Article of the day: Nasdaq approves a $40 million plan to cover Facebook losses. Link: But why?
So the exchange has earmarked $40 million for the settlement with investors. And by that, what they mean is the original $13.7 million in cash, with the rest being settled through reduced trading costs.
To summarise what went wrong in that 30 minute window when Facebook shares were meant to be being sold but weren’t (according to the payment program that Nasdaq announced):
- The initial cross-trade* went wrong (30 million shares didn’t participate/weren’t taken into account);
- Some sales were executed at an “inferior” price**; and
- Purchases priced at $42 that were completed without confirmations being immediately sent to investors***.
The interesting part of this story: the plan is pending approval from the SEC.
But, um, why?
Answer: it’s sort of illegal.
In terms of current US regulation governing the exchanges and Nasdaq’s contracts with clients, the total liability of the exchange is limited to $3 million in any one month. So Nasdaq has applied to the SEC to increase the limit. And by breaking that limit, the other exchanges out there like the NYSE are getting a little annoyed with words like “precendent”.
But more to the point, if that is the case, why then is Nasdaq trying to pay more than its regulated liability?
- It’s a giant PR exercise to make investors feel better; or
- They feel bad; or
- They want to avoid being sued; or
- There’s something else at play.
In regard to point 1, you can’t really buy your reputation back – and I think that the folk at Nasdaq know that. If anything, “improved image” is more likely to be a hoped-for by-product than a primary objective.
Point 2 is laughable.
Point 3 is pointless – because the suing will probably happen anyway – and if it did, it would be limited to said limit of $3 million.

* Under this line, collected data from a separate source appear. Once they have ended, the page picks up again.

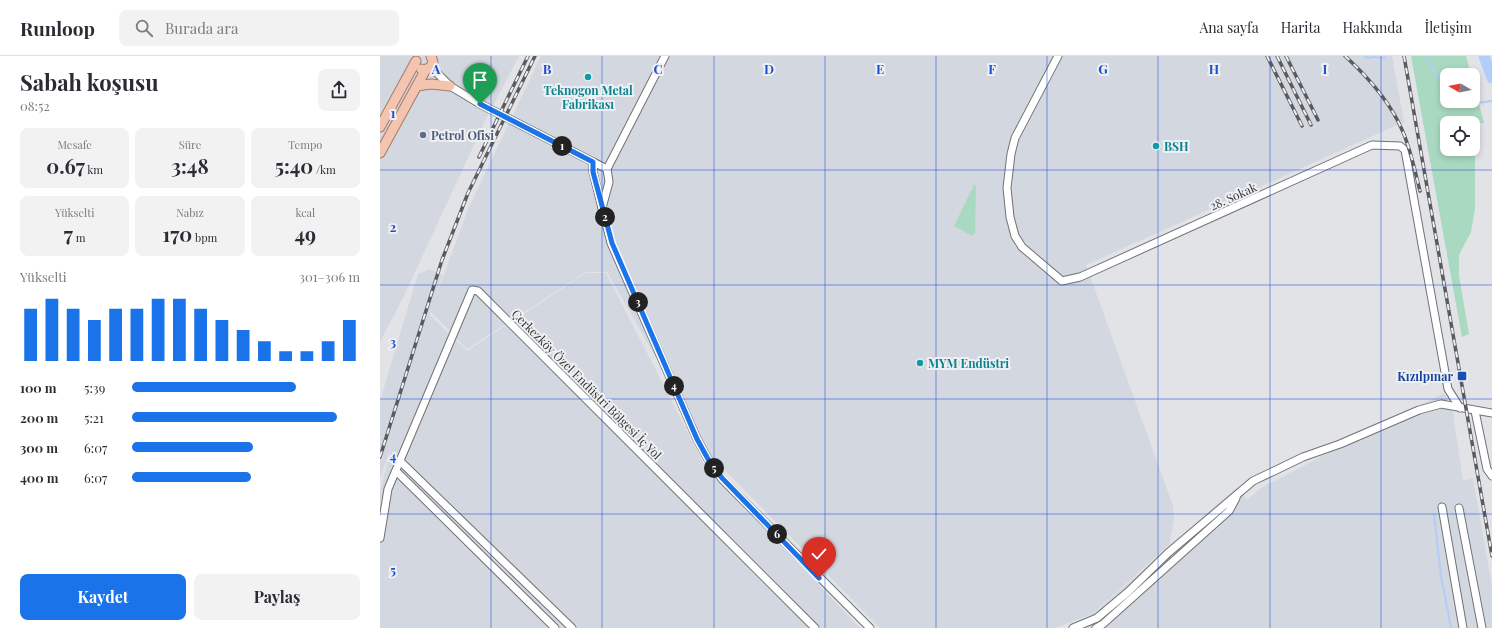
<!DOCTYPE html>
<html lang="tr">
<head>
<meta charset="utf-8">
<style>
	:root { --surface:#fff; --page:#f2f2f3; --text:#2b2b33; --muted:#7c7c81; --line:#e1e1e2; --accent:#1a73e8 }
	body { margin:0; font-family:"Playfair Display",serif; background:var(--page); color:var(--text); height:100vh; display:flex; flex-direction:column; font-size:15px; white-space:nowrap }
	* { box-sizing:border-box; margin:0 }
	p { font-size:13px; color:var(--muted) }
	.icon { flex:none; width:22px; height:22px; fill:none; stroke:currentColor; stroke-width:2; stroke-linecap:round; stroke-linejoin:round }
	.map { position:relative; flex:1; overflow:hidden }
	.sheet { display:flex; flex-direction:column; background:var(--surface); width:380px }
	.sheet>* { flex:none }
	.needle { width:26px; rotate:280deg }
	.tools { position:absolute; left:1060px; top:12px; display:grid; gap:8px }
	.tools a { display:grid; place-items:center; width:40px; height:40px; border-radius:8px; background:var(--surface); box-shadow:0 2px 6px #0003; font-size:20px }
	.pin { position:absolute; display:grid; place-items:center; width:34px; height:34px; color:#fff; margin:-41px -17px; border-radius:50% 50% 50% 0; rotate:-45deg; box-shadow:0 0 4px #0007 }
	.pin .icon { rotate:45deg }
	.km { position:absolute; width:20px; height:20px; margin:-10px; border-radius:50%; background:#222; color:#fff; font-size:11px; line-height:20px; text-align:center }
	.round { display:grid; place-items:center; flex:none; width:42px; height:42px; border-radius:8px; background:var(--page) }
	.head { display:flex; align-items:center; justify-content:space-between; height:68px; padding:0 20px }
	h1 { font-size:22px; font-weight:700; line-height:30px }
	.stats { display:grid; grid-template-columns:repeat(3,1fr); gap:6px; height:68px; padding:4px 20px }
	.stats div { display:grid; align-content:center; border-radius:8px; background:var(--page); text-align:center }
	.stats b { font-size:20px; font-weight:700 }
	.stats small { font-size:11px; font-weight:400 }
	.stats p { font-size:11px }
	.chart { height:112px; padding:8px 20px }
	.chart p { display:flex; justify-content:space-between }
	.chart svg { width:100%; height:72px; margin-top:4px; stroke:var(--accent); stroke-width:6 }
	.action { display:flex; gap:8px; margin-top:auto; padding:8px 20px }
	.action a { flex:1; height:46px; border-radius:8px; background:var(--accent); color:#fff; font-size:16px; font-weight:700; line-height:46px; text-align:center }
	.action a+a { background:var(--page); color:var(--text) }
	ul { padding:0 20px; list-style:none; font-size:13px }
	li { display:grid; grid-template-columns:64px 48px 1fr; align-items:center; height:30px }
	li i { height:10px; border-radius:5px; background:var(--accent) }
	header { display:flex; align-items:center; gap:24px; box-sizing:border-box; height:56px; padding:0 20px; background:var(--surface); border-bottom:1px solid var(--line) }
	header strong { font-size:19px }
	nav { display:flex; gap:22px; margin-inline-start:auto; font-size:14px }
	.search { width:280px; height:36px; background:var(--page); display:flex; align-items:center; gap:10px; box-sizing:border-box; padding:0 14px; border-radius:8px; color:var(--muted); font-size:15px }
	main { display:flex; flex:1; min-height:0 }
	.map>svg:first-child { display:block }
</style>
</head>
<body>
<header>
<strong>Runloop</strong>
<div class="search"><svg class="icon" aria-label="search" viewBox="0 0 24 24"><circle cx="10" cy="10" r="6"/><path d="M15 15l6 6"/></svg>Burada ara</div>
<nav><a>Ana sayfa</a><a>Harita</a><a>Hakkında</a><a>İletişim</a></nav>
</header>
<main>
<section class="sheet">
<div class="head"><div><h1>Sabah koşusu</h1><p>08:52</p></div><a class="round"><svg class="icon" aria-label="share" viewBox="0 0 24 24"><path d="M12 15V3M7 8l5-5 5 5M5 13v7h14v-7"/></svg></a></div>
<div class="stats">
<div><p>Mesafe</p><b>0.67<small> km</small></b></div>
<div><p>Süre</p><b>3:48</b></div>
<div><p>Tempo</p><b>5:40<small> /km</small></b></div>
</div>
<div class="stats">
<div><p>Yükselti</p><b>7<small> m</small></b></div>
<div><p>Nabız</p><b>170<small> bpm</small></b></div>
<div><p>kcal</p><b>49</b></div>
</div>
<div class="chart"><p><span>Yükselti</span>301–306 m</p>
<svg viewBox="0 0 160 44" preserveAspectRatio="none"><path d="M5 44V12M15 44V6M25 44V12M35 44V19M45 44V12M55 44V12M65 44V6M75 44V6M85 44V12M95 44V19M105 44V25M115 44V32M125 44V38M135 44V38M145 44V32M155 44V19"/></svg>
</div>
<ul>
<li><b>100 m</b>5:39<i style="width:72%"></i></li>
<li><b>200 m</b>5:21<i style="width:90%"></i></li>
<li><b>300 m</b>6:07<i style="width:53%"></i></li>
<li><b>400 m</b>6:07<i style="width:52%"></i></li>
</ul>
<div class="action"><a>Kaydet</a><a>Paylaş</a></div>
</section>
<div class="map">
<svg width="1112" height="572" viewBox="0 0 1112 572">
	<rect width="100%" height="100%" fill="#e2e3e6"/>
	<g fill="#d2d7e0">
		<path d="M0,0H139L105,65L24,240L0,286Z"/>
		<path d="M161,0H1012L1024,66L706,209L793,450L794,464L789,489L712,558L675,572H500L333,402L227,216H206L87,293L51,256L50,259L87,295L206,217H226L325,410L480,572H0V436L12,388L0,422V345L38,218L49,213L62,219L55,243L88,153Z"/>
		<path d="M1064,337L1073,357L1083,425L1093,422L1112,530V572H691L713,558L857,431L867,444L881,432Z"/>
	</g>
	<g fill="#a9d9c1">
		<path d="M1031,0H1086L1091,19H1067V45H1093V26L1104,67H1098L1093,70V67H1067V93H1093V83L1095,87V152L1091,176L1079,199V220L1089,278L1082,281Z"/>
		<path d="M594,129H596L595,177L592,180L574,170Z"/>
	</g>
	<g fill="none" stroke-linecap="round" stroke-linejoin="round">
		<g stroke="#b1cefa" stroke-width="2">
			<path d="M984,0L988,2L993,1L1005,2"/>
			<path d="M1045,1L1061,26L1067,33"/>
			<path d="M1091,45L1096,47L1112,45"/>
			<path d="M1054,459L1061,520L1071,572"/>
		</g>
		<path stroke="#b1cefa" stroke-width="11" d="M1104,0L1112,22"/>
		<defs>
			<g id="minor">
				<path d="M678,0L635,82L631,98L627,132L630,161L635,180L642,191L682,225L700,221L992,89L1020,90L1025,94L1068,333L1080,352"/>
				<path d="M51,11L70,30L100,48L227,113L285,0"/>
				<path d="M213,106V116L222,152L229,126L227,113"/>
				<path d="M222,152L231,187L317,383L328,403L342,423L490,572"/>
				<path d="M1095,355L1107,413L1112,420"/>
				<path d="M20,405L192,572"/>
				<path d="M16,415L175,572"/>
				<path d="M1062,451L1083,572"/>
				<path d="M1079,452L1102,572"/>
				<path d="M0,482L8,433L92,234L98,235L435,572"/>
				<path d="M693,572L717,562L748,536L788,497L873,425L892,416L923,401L960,388L1039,354L1061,348L1112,357"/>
				<path d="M716,572L723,568L849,455L856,442"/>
			</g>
			<g id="major">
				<path d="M41,13C47,15 51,12 53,6L51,0"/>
				<path d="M37,30L51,28L70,30"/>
				<path d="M0,71L36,5"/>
				<path d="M0,97L46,13"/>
			</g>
		</defs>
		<use href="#minor" stroke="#707274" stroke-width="9"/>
		<use href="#major" stroke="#aa7963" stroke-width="11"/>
		<use href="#minor" stroke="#fff" stroke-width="7"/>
		<use href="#major" stroke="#f3c5b1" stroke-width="9"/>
		<defs>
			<g id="rail">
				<path d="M887,0L922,70"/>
				<path d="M897,0L931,69"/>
				<path d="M906,0L938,64"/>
				<path d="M965,0C988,21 1011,47 1023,76C1031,95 1035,115 1040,135"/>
				<path d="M1024,0L1112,500"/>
				<path d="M99,101L148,0"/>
				<path d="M0,401L62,204L88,137L155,0"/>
			</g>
		</defs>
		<use href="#rail" stroke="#5a5b5d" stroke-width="3.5"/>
		<use href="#rail" stroke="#eff0f3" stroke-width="2" stroke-dasharray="6" stroke-linecap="butt"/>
	</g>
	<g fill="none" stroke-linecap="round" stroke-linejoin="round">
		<defs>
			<path id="route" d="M100,48L213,106V116L232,187L317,383L328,403L342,422L439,522"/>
		</defs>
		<use href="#route" stroke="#fff" stroke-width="8"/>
		<use href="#route" stroke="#1a73e8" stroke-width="5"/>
	</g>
	<path fill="none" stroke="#1d4ed8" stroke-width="1" stroke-opacity="0.55" d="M111,0V572M222,0V572M334,0V572M445,0V572M556,0V572M667,0V572M778,0V572M890,0V572M1001,0V572M0,114H1112M0,229H1112M0,343H1112M0,458H1112"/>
	<g fill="#0f9aa8" stroke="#eff0f3" stroke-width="1.5">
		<circle cx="208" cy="21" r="4"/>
		<circle cx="776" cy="90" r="4"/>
		<circle cx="540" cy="307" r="4"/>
	</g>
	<circle fill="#5c6f8a" stroke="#eff0f3" stroke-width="1.5" cx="43" cy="79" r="4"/>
	<rect fill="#1a4fb4" stroke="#eff0f3" stroke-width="1.5" x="1077" y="315" width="10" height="10" rx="2"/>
	<g text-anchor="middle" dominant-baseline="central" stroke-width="4" stroke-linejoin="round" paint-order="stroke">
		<g font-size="12" font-weight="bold" fill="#0d838f" stroke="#eff0f3" text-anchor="start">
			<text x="208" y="34" text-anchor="middle">Teknogon Metal<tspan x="208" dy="14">Fabrikası</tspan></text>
			<text x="784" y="90">BSH</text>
			<text x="548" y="307">MYM Endüstri</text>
		</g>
		<g font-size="12" font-weight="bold" fill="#4e5e75" stroke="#eff0f3" text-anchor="start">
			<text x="51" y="79">Petrol Ofisi</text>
		</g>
		<g font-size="12" fill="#323334" stroke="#eff0f3">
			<text transform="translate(853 140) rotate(-24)">28. Sokak</text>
			<text transform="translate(207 328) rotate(45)">Çerkezköy Özel Endüstri Bölgesi İç Yol</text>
		</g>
		<g font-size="12" font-weight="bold" fill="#164399" stroke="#eff0f3" text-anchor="end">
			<text x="1073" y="320">Kızılpınar</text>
		</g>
	</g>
	<g font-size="13" text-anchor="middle" font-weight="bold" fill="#1d4ed8" stroke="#eff0f3" stroke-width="4" stroke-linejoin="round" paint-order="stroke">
		<text x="56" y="18">A</text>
		<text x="167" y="18">B</text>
		<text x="278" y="18">C</text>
		<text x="389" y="18">D</text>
		<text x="500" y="18">E</text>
		<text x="612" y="18">F</text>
		<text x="723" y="18">G</text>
		<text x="834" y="18">H</text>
		<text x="945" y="18">I</text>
		<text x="13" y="62">1</text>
		<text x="13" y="176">2</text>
		<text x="13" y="291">3</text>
		<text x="13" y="405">4</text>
		<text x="13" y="519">5</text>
	</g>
</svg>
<div class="tools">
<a><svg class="needle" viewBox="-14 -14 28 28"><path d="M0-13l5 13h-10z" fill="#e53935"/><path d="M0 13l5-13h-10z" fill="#7c7c81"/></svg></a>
<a><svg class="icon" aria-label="locate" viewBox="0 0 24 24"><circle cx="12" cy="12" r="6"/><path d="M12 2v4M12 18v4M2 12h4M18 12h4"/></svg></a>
</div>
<div class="pin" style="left:100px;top:48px;background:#1e9e55"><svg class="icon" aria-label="arrive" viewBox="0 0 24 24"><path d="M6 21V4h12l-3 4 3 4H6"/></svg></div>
<div class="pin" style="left:439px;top:522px;background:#d93025"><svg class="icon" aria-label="check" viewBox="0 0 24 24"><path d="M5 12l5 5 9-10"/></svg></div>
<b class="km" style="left:182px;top:90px">1</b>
<b class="km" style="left:225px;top:161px">2</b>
<b class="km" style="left:258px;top:246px">3</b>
<b class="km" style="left:294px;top:330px">4</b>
<b class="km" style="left:334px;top:412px">5</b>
<b class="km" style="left:397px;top:478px">6</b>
</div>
</main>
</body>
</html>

Which leaves us with Point 4. Which leads me to the Matt Levine article. Which is awesome.
But the rough summary:
- The $13.7 million cash includes a $10.7 million gain that Nasdaq made on the “phantom shares” that it ended up holding in the IPO;
- “Phantom shares”?
- Sounds a lot like short-selling;
- Because there were more buyers than sellers at the time of the initial trade;
- So Nasdaq made up the difference by inventing shares;
- And then realised that it had, like, invented shares;
- So it bought shares after the price had dropped to deliver as settlement for the sale of the imaginary shares;
- And therefore made a profit;
- Which isn’t very nice if you’re the Exchange and know all the buy and sell orders;
- But whatevs – technical glitch – they had to step in and pick up the slack.
- But can you imagine how much more awkward it would have been if the price had gone up?
- So luckily, Facebook traded like crap;
- But now it looks a bit bad that we profited off it;
- COCKED IT;
- Here’s $3 million plus that profit plus we’ll let you all trade for less;
- See? We’re mates.
*The Cross-Trade is the initial price-setting mechanism of an IPO offering. All the buy and sell orders are summarized and offset against each other to come up with an initial listing price.
**Is this a catch-all phrase for “anything else that went wrong that we don’t yet know about?”
***This is bad because, if you don’t receive a confirmation, you could assume that the trade was unsuccessful and/or your PC glitched when you sent the order through. So you resend it. And suddenly – you’re a key shareholder.